Waren Nez Perce in der Nähe?
Wenn ja, hielten sie sich so gut versteckt, daß Jacob sie nicht entdeckte.
Die Männer aus Greenbush konnten kaum der Grund für die Nervosität des Appaloosas sein. Zu seinem Leidwesen hatte Jacob die Distanz zu dem Treck nicht so verkürzt, wie er es sich gewünscht hatte.
Er mußte sich erst an das Indianerpferd gewöhnen und das Tier sich auch an ihn. Ein Weißer hatte eine andere Art zu reiten als ein Roter.
Außerdem mußte Jacob ein paar Pausen einlegen, weil seine Schmerzen durch den Ritt wieder stärker wurden.
Er war bis zum Einbruch der Dunkelheit geritten, aber der Treck hatte sich einen Vorsprung von ungefähr einer Tagesreise bewahrt. Gemessen an der Entfernung, die ein schwerer Wagen in dieser unzugänglichen Gegend zurücklegte.
Ein Reiter war schneller. Deshalb war Jacob guter Hoffnung, den Treck spätestens heute abend zu erreichen.

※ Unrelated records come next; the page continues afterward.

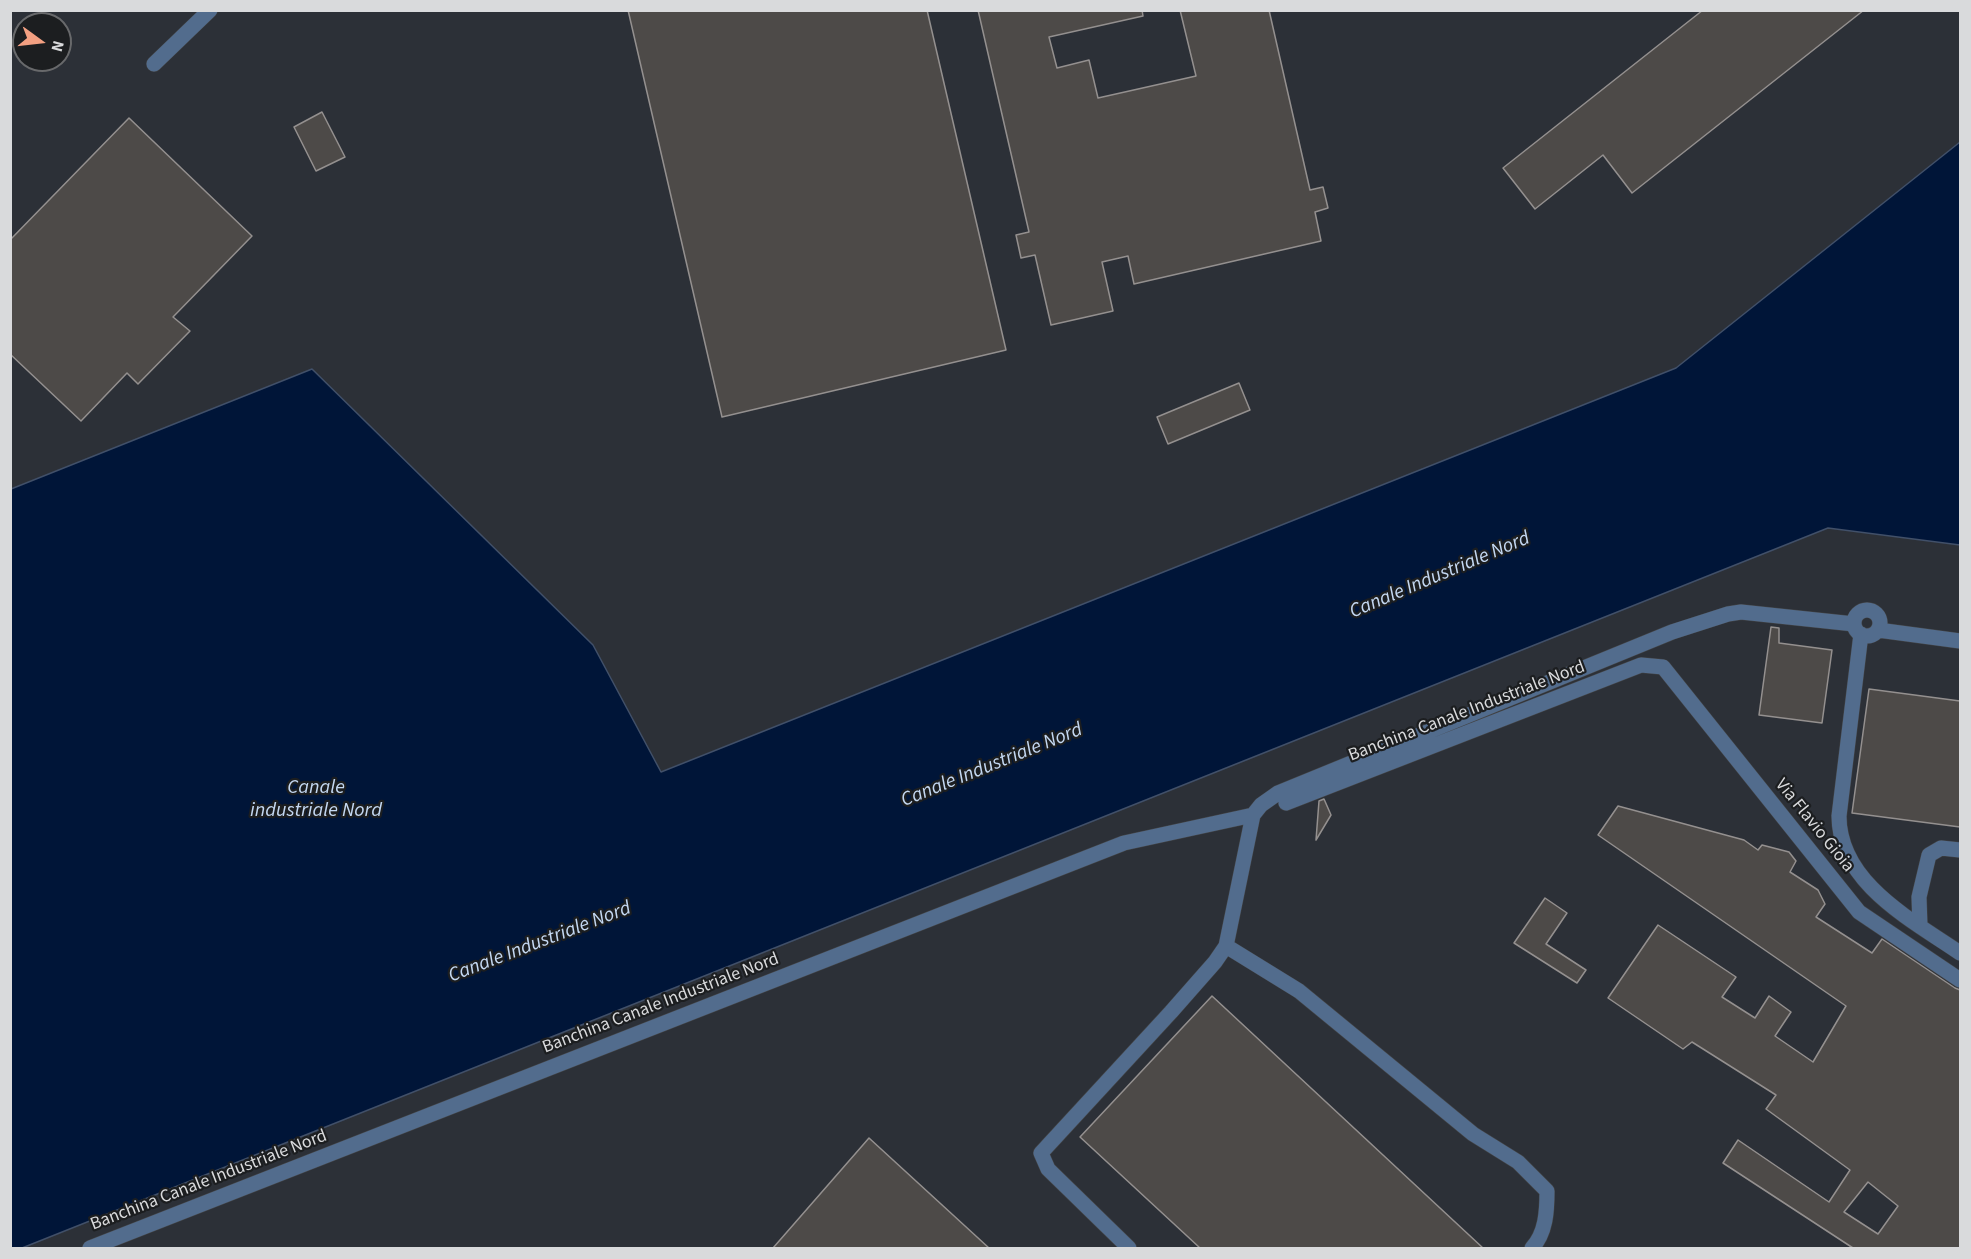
<!DOCTYPE html>
<style>
body{margin:0}
#map{position:relative;width:1971px;height:1259px;overflow:hidden;background:#26272a;font-family:"Source Sans 3",sans-serif}
canvas{display:block}
.frame{position:absolute;inset:0;border:12px solid #d9dadc;pointer-events:none}
.north{position:absolute;left:12px;top:12px;width:60px;height:60px;box-sizing:border-box;background:#1c1e20;border:2px solid #68696b;border-radius:50%;rotate:105deg;font-size:16px;font-weight:700;line-height:24px;text-align:center;color:#d9dadc}
.north::after{content:'';display:block;margin:auto;width:21px;height:27px;background:#f3a082;clip-path:polygon(50% 0,100% 100%,50% 72%,0 100%)}
</style>
<div id="map">
<canvas width="1971" height="1259"></canvas>
<div class="frame"></div>
<div class="north">N</div>
</div>
<script>
const context = document.querySelector('canvas').getContext('2d');
context.lineJoin = 'round';
function paint(path, color) {
  context.fillStyle = color;
  context.fill(path, 'evenodd');
}
function trace(path, color, width, dash) {
  context.strokeStyle = color;
  context.lineWidth = width;
  context.lineCap = dash ? 'butt' : 'round';
  context.setLineDash(dash || []);
  context.stroke(path);
}
function drawText(font, color, halo, rows, align = 'center') {
  context.font = font + ' "Source Sans 3",sans-serif';
  context.lineWidth = 4.5;
  context.setLineDash([]);
  context.textBaseline = 'middle';
  context.strokeStyle = halo;
  context.fillStyle = color;
  for (const [text, x, y, turn = 0] of rows) {
    context.save();
    context.translate(x, y);
    context.rotate((+turn || 0) * Math.PI / 180);
    context.textAlign = isNaN(turn) ? turn : align;
    if (halo) context.strokeText(text, 0, 0);
    context.fillText(text, 0, 0);
    context.restore();
  }
}
paint(new Path2D(`
 M 11,11 L 1960,11 L 1960,142 L 1676,368 L 660,772 L 593,645 L 312,369 L 11,489 ZM 24,24 L 60,24 L 60,60 L 24,60 Z
 M 1828,528 L 1960,545 L 1960,1248 L 22,1248 Z`), '#2c3037');
const water = new Path2D(`
 M 1960,142 L 1960,545 L 1828,528 L 22,1248 L 11,1248 L 11,489 L 312,369 L 593,645 L 661,772 L 1676,368 Z`);
paint(water, '#001538');
trace(water, '#415069', 1.5);
const building = new Path2D(`
 M 628,10 L 927,10 L 1006,350 L 722,417 Z
 M 978,10 L 1142,10 L 1143,16 L 1049,37 L 1057,68 L 1089,60 L 1098,98 L 1196,76 L 1180,10 L 1269,10 L 1310,190 L 1323,187 L 1328,208 L 1315,212 L 1321,241 L 1134,284 L 1128,256 L 1102,262 L 1113,311 L 1051,325 L 1035,255 L 1021,258 L 1016,235 L 1029,232 Z
 M 1703,10 L 1864,10 L 1632,193 L 1603,155 L 1535,209 L 1503,168 Z
 M 322,112 L 345,157 L 316,171 L 294,127 Z
 M 129,118 L 252,236 L 173,317 L 190,331 L 138,384 L 127,373 L 81,421 L 10,354 L 10,240 Z
 M 1239,383 L 1250,410 L 1168,444 L 1157,417 Z
 M 1771,627 L 1779,628 L 1779,643 L 1832,650 L 1822,723 L 1759,715 Z
 M 1869,689 L 1960,701 L 1960,827 L 1852,813 Z
 M 1324,799 L 1331,815 L 1316,840 L 1319,801 Z
 M 1618,806 L 1744,840 L 1758,850 L 1762,845 L 1789,852 L 1796,861 L 1790,872 L 1818,890 L 1825,904 L 1816,917 L 1872,953 L 1882,939 L 1955,988 L 1960,990 L 1960,1248 L 1853,1248 L 1723,1163 L 1738,1140 L 1829,1202 L 1850,1170 L 1766,1109 L 1776,1095 L 1692,1042 L 1683,1049 L 1608,998 L 1658,925 L 1736,977 L 1722,997 L 1755,1018 L 1769,996 L 1791,1012 L 1775,1036 L 1813,1062 L 1846,1006 L 1598,835 ZM 1868,1182 L 1898,1206 L 1878,1234 L 1844,1212 Z
 M 1545,898 L 1567,913 L 1546,944 L 1586,970 L 1577,983 L 1514,943 Z
 M 1212,996 L 1483,1248 L 1200,1248 L 1080,1137 Z
 M 869,1138 L 989,1248 L 773,1248 Z`);
paint(building, '#4d4a48');
trace(building, '#94908f', 1.5);
const minor = new Path2D(`
 M 154,64 L 210,10
 M1854 623a13 13 0 1 1 26 0a13 13 0 1 1-26 0Z
 M 1878,630 L 1960,641
 M 1861,634 L 1839,816 C 1839,883 1912,920 1960,953
 M 1286,803 L 1641,665 L 1663,667 L 1859,912 L 1960,980
 M 1920,926 L 1919,897 L 1929,855 L 1941,848 L 1960,850
 M 1226,946 L 1253,815 L 1261,805 L 1278,793 L 1672,632 L 1728,614 L 1741,612 L 1854,624
 M 90,1248 L 1124,843 L 1253,815
 M 1129,1248 L 1048,1169 L 1041,1153 L 1171,1012 L 1215,962 L 1226,946 L 1299,991 L 1473,1134 L 1518,1162 L 1547,1191 C 1547,1211 1546,1233 1532,1248`);
trace(minor, '#434446', 16);
trace(minor, '#526c8d', 15);
drawText('18px', '#d9dadc', '#1c1e20', [
 ["Banchina Canale Industriale Nord",1467,712,-21],
 ["Via Flavio Gioia",1814,826,51],
 ["Banchina Canale Industriale Nord",661,1004,-21],
 ["Banchina Canale Industriale Nord",209,1181,-21]
]);
drawText('italic 20px', '#c4d8f2', '#1c1e20', [
 ["Canale Industriale Nord",1440,576,-23],
 ["Canale Industriale Nord",992,766,-22],
 ["Canale",316,789],
 ["industriale Nord",316,812],
 ["Canale Industriale Nord",540,943,-21]
]);
</script>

Falls ihm nicht etwas dazwischenkam!
Was war es nur, das den Appaloosa derart in Aufregung versetzte?
»Schade, daß du meine Sprache so wenig beherrschst wie ich deine, Grauer«, flüsterte Jacob. »Dann könntest du mir helfen und ich dir vielleicht auch.«
Obwohl er sehr leise gesprochen hatte, schien ihn das Pferd zu hören. Er hatte es in zwanzig Yards Entfernung mit einer langen Leine an einen Baumstamm gebunden, so daß es genug Freiheit zum Grasen hatte. Jetzt spitzte es die Ohren, hörte mit seinen Nervositätsäußerungen auf und drehte den Kopf zu Jacob.
Jacob blickte noch einmal in die Runde, ohne etwas Verdächtiges zu entdecken.
Er steckte das Messer wieder ins Futteral und sagte, jetzt etwas lauter: »Vielleicht hast du einfach nur schlecht geträumt, Grauer, he? So wie ich.«
Er ging zu dem Pferd hinüber und strich beruhigend über seine Nüstern, während er an die wirren Träume der vergangenen Nacht dachte.
So wirr, daß er nicht mehr im einzelnen zu sagen vermochte, was er geträumt hatte. Aber immer hatten sich seine Träume um Irene und Jamie gedreht.
Kurz vor dem Aufwachen hatte er geträumt, daß Jamie völlig verängstigt brüllte und Irene nach Jacob um Hilfe rief. Aber er konnte sich nicht mehr an den Grund erinnern. Nur noch an die Todesangst auf den Gesichtern von Mutter und Kind.
Der Appaloosa beruhigte sich. Wahrscheinlich hatte das Tier tatsächlich einen Alptraum gehabt.
Zwar wußte Jacob nicht, ob Tiere so träumten wie Menschen oder ob sie überhaupt träumten. Aber er nahm es an. Schließlich waren sie Lebewesen. Und nach seiner Erfahrung hatte der Schöpfer die meisten Wesen so ähnlich wie möglich geschaffen.
Was sie nicht daran hinderte, einander immer wieder bis aufs Blut zu bekriegen, dachte er bitter.
Die Fehde zwischen den Leuten aus Greenbush und den Nez Perce war ebenso ein Beweis dafür wie der große Krieg zwischen Nord- und Südstaaten, der Amerika erschütterte und dessen gefährliche Auswirkungen die deutschen Auswanderer auch schon zu spüren bekommen hatten.
Wenigstens davon war hier in Oregon nichts zu spüren, wofür er dankbar war.
Jacob suchte Holz zusammen, das es hier reichlich gab, und zündete ein Feuer an. Er hatte zwar keinen Kaffee, und Riding Bears Trockennahrung brauchte er nicht zu erwärmen, aber die Kälte der Nacht steckte noch in seinen Knochen. Die Flammen halfen, sie zu vertreiben, während er lustlos auf den trockenen Bällen herumkaute.
Es wurde jetzt rasch heller, und er beeilte sich mit dem Frühstück. Er wollte den jungen Tag ausnutzen und möglichst schnell aufbrechen.